In order for a loan to be qualified as a private school loan, it must have been made under a government or nonprofit student loan program, or it must be a qualified educational loan under Section 221(g)(1) of the Internal Revenue Code, for attending an eligible education institution as defined in Section 221(d)(2) of the Internal Revenue Code, and incurred for costs of attendance as defined in Section 472 of the Higher Education Act.
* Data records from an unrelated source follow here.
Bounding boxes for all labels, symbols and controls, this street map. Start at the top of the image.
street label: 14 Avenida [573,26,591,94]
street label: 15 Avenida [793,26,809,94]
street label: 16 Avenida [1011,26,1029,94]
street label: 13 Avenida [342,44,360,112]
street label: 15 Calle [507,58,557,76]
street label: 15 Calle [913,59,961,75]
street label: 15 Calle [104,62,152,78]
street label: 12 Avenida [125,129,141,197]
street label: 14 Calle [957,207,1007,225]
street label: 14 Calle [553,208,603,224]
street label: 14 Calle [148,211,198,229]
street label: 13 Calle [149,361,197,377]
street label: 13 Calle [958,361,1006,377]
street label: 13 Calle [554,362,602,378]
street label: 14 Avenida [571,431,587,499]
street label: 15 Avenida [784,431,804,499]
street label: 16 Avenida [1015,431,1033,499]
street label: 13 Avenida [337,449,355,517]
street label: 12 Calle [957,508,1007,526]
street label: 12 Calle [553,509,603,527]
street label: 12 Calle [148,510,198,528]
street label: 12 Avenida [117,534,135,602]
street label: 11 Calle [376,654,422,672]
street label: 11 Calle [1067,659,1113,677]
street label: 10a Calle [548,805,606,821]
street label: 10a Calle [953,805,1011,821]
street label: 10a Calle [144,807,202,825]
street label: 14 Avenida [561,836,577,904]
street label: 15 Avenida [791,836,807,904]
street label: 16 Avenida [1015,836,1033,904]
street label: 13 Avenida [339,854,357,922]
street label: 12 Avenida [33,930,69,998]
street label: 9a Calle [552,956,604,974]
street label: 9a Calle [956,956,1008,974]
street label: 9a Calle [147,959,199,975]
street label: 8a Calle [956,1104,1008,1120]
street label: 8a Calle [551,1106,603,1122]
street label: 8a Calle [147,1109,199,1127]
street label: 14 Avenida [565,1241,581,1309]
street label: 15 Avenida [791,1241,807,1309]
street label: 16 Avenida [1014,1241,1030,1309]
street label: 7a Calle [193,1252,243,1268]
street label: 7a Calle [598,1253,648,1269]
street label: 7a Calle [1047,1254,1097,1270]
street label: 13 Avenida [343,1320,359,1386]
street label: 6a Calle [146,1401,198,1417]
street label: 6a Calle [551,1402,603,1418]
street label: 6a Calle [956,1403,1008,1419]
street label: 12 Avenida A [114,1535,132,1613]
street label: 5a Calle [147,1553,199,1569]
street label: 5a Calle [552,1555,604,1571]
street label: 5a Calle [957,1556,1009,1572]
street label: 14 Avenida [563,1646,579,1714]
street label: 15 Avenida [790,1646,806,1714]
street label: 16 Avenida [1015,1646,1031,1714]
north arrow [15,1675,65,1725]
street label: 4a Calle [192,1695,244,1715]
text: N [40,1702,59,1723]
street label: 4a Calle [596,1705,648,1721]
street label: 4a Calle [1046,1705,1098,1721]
Failure of a private student loan to meet any of these criteria means that the loan is fully dischargeable because it would not qualify under Section 523(a)(8) of the Bankruptcy Code. In addition, even if a school is accredited, it must also have offered Title IV federal loans or the private loans may not be protected from discharge in bankruptcy.
As a first step, check the list of federal student loans and if the loan in question is not on the list, it is likely not made by an eligible education institution, and may be discharged in bankruptcy under certain circumstances.
CANCELLATION OF STUDENT LOAN DEBT – Student loan debt can be cancelled or forgiven outside of the context of an income-dri8ven plan under very specific and narrow circumstances such as the Closed School Discharge, Total and Permanent Disability Discharge, Death Discharge; False Certification of Student Eligibility or Unauthorized Payment Discharge; Unpaid Refund Discharge; Teacher Loan Forgiveness. Teacher Cancellation.